Checkpoints are needed for the StreamingFileSink to produce results, especially in the case of BulkWriters (like Parquet) where
the part file is rolled upon reception of a checkpoint and the part is finalised (i.e. "committed") when the checkpoint gets completed successfully.
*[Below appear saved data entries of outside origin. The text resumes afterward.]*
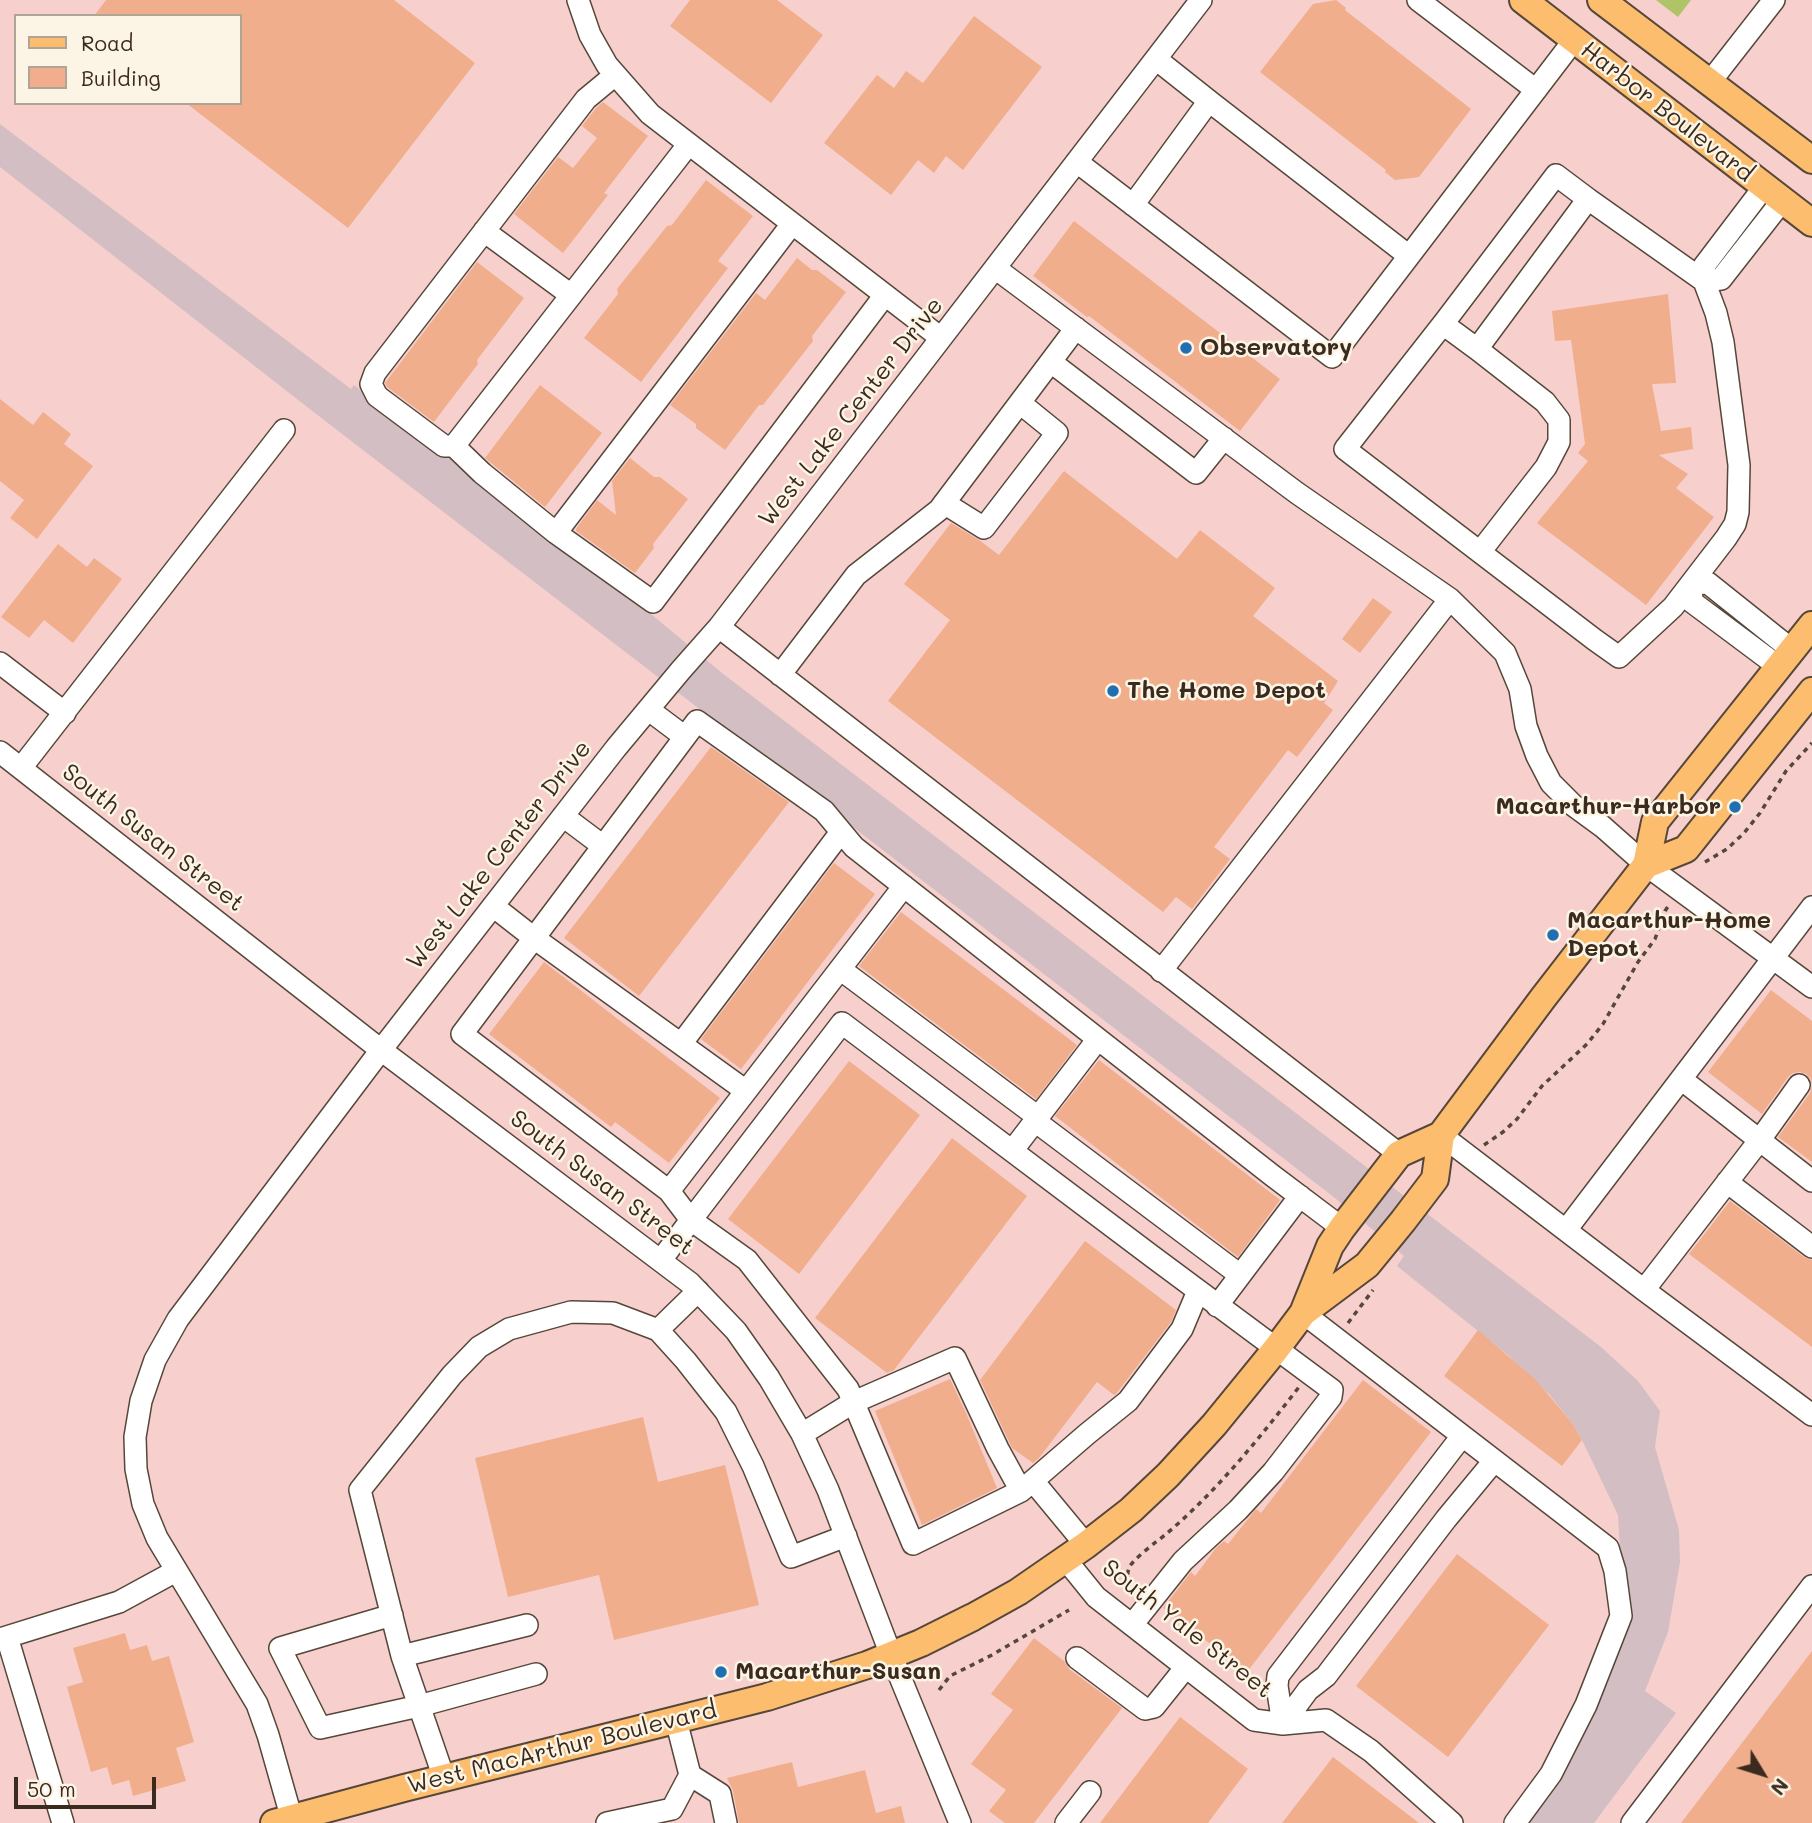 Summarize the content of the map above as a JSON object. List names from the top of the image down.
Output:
{
  "streets": {
    "main road": ["Harbor Boulevard", "West MacArthur Boulevard"],
    "street": ["West Lake Center Drive", "South Susan Street", "South Yale Street"]
  },
  "crossings": [
    ["West Lake Center Drive", "South Susan Street"],
    ["West Lake Center Drive", "West MacArthur Boulevard"],
    ["South Susan Street", "West MacArthur Boulevard"],
    ["South Yale Street", "West MacArthur Boulevard"]
  ],
  "places": [
    "Observatory",
    "The Home Depot",
    "Macarthur-Harbor",
    "Macarthur-Home Depot",
    "Macarthur-Susan"
  ],
  "legend": ["Road", "Building"],
  "scale_bar": "50 m",
  "north": "bottom right"
} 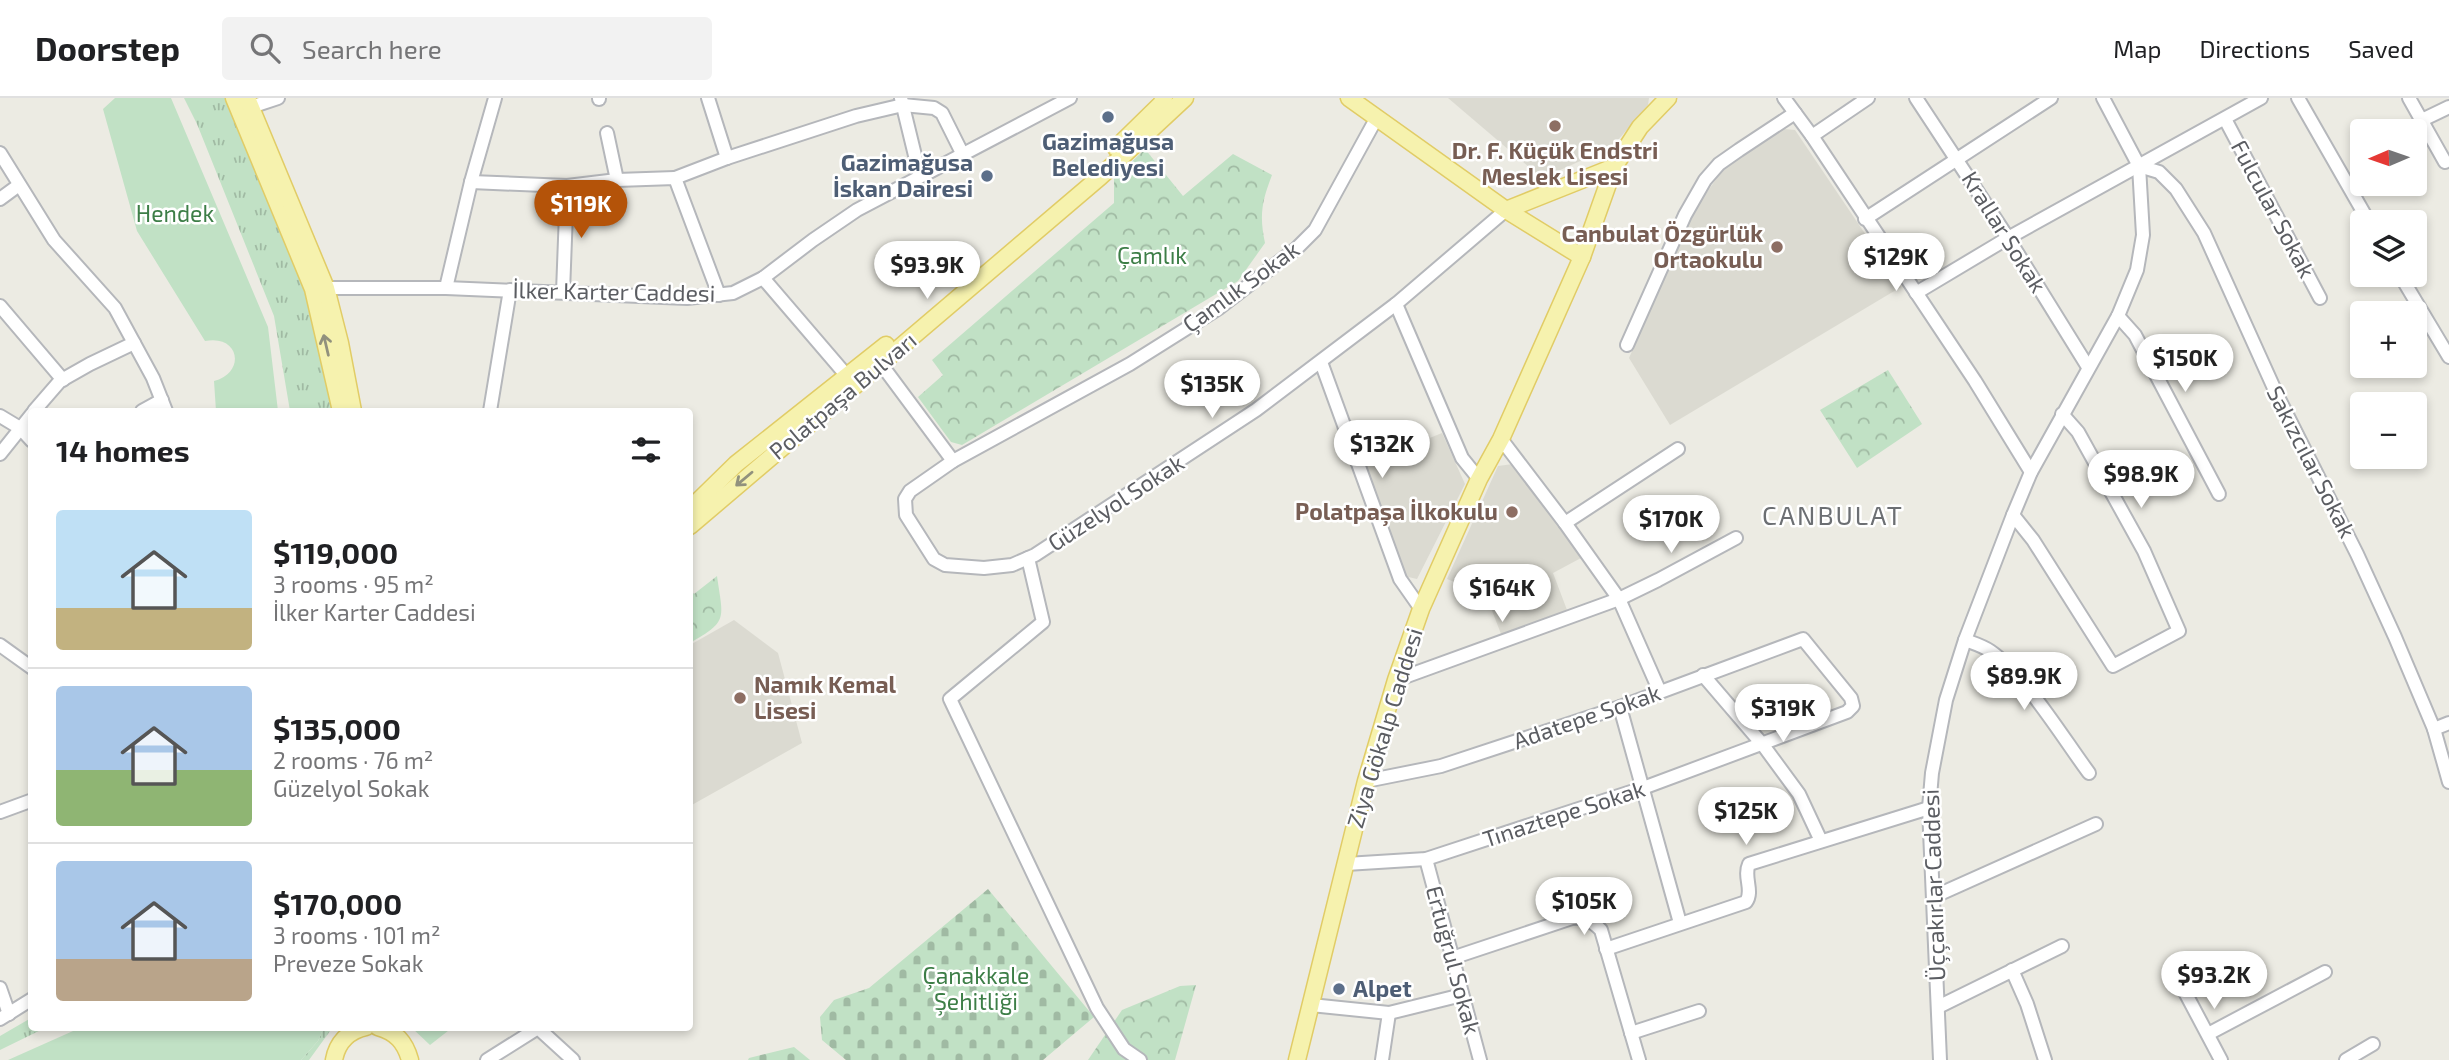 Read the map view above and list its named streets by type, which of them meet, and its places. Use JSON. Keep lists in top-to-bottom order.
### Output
{
  "streets": {
    "main road": ["Polatpaşa Bulvarı", "Ziya Gökalp Caddesi"],
    "street": [
      "Fulcular Sokak",
      "Krallar Sokak",
      "Çamlık Sokak",
      "İlker Karter Caddesi",
      "Sakızcılar Sokak",
      "Güzelyol Sokak",
      "Adatepe Sokak",
      "Tınaztepe Sokak",
      "Üççakırlar Caddesi",
      "Ertuğrul Sokak"
    ]
  },
  "crossings": [
    ["Krallar Sokak", "Üççakırlar Caddesi"],
    ["Çamlık Sokak", "Güzelyol Sokak"],
    ["Sakızcılar Sokak", "Üççakırlar Caddesi"],
    ["Adatepe Sokak", "Ziya Gökalp Caddesi"],
    ["Adatepe Sokak", "Tınaztepe Sokak"],
    ["Ziya Gökalp Caddesi", "Tınaztepe Sokak"],
    ["Tınaztepe Sokak", "Ertuğrul Sokak"]
  ],
  "districts": ["CANBULAT"],
  "parks": ["Hendek", "Çamlık", "Çanakkale Şehitliği"],
  "places": [
    "Gazimağusa Belediyesi",
    "Dr. F. Küçük Endstri Meslek Lisesi",
    "Gazimağusa İskan Dairesi",
    "Canbulat Özgürlük Ortaokulu",
    "Polatpaşa İlkokulu",
    "Namık Kemal Lisesi",
    "Alpet"
  ],
  "north": "left",
  "page": {
    "header": "Doorstep",
    "search": "Search here",
    "nav": ["Map", "Directions", "Saved"],
    "map_buttons": ["+", "−"],
    "price": [
      "$119K",
      "$129K",
      "$93.9K",
      "$150K",
      "$135K",
      "$132K",
      "$98.9K",
      "$170K",
      "$164K",
      "$89.9K",
      "$319K",
      "$125K",
      "$105K",
      "$93.2K"
    ],
    "heading": "14 homes",
    "list": [
      {
        "name": "$119,000",
        "note": "3 rooms · 95 m² · İlker Karter Caddesi"
      },
      {
        "name": "$135,000",
        "note": "2 rooms · 76 m² · Güzelyol Sokak"
      },
      {
        "name": "$170,000",
        "note": "3 rooms · 101 m² · Preveze Sokak"
      }
    ]
  }
} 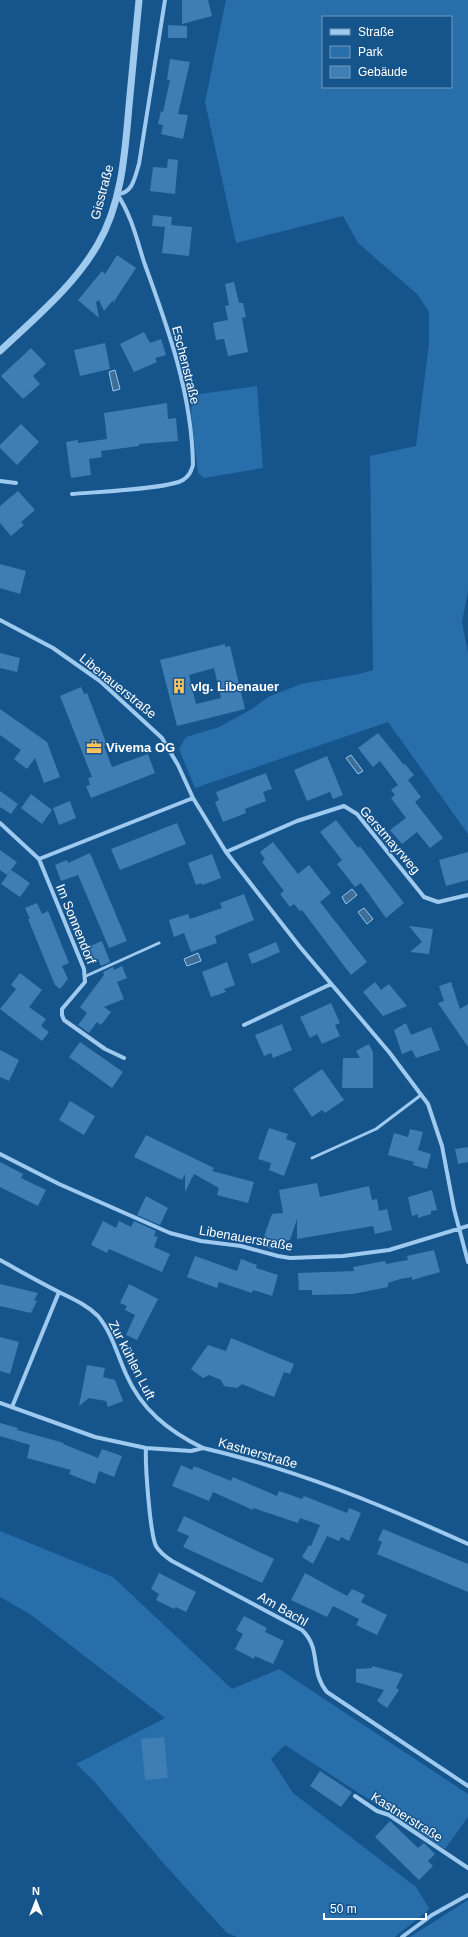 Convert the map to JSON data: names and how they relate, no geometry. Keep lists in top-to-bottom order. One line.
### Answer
{"streets":{"street":["Gisstraße","Eschenstraße","Libenauerstraße","Gerstmayrweg","Im Sonnendorf","Zur kühlen Luft","Kastnerstraße","Am Bachl"]},"crossings":[["Gisstraße","Eschenstraße"],["Libenauerstraße","Gerstmayrweg"],["Zur kühlen Luft","Kastnerstraße"],["Kastnerstraße","Am Bachl"]],"places":{"building":["vlg. Libenauer"],"office":["Vivema OG"]},"legend":["Straße","Park","Gebäude"],"scale_bar":"50 m","north":"top"}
Could you please enable checkpointing and make sure that the job runs long enough for at least some checkpoints to be completed?

Thanks a lot,
Kostas

On Thu, Nov 29, 2018 at 7:03 AM Avi Levi <avi.levi@bluevoyant.com> wrote:
Checkout this little App. you can see that the file is created but no data is written. even for a single record 
import io.eels.component.parquet.ParquetWriterConfig
import org.apache.avro.Schema
import org.apache.avro.generic.{ GenericData, GenericRecord }
import org.apache.flink.streaming.api.scala.StreamExecutionEnvironment
import org.apache.hadoop.fs.Path
import org.apache.parquet.avro.AvroParquetWriter
import org.apache.parquet.hadoop.{ ParquetFileWriter, ParquetWriter }
import org.apache.parquet.hadoop.metadata.CompressionCodecName
import scala.io.Source
import org.apache.flink.streaming.api.scala._

object Tester extends App {
val env = StreamExecutionEnvironment.getExecutionEnvironment
def now = System.currentTimeMillis()
val path = new Path(s"test-$now.parquet")
val schemaString = Source.fromURL(getClass.getResource("/request_schema.avsc")).mkString
val schema: Schema = new Schema.Parser().parse(schemaString)
val compressionCodecName = CompressionCodecName.SNAPPY
val config = ParquetWriterConfig()
val genericReocrd: GenericRecord = new GenericData.Record(schema)
genericReocrd.put("name", "test_b")
genericReocrd.put("code", "NoError")
genericReocrd.put("ts", 100L)
val stream = env.fromElements(genericReocrd)
val writer: ParquetWriter[GenericRecord] = AvroParquetWriter.builder[GenericRecord](path)
.withSchema(schema)
.withCompressionCodec(compressionCodecName)
.withPageSize(config.pageSize)
.withRowGroupSize(config.blockSize)
.withDictionaryEncoding(config.enableDictionary)
.withWriteMode(ParquetFileWriter.Mode.OVERWRITE)
.withValidation(config.validating)
.build()

writer.write(genericReocrd)
stream.addSink { r =>
println(s"In Sink $r")
writer.write(r)
}
env.execute()
// writer.close()
}

On Thu, Nov 29, 2018 at 6:57 AM vipul singh <neoeahit@gmail.com> wrote:
Can you try closing the writer?

AvroParquetWriter has an internal buffer. Try doing a .close() in snapshot()( since you are checkpointing hence this method will be called)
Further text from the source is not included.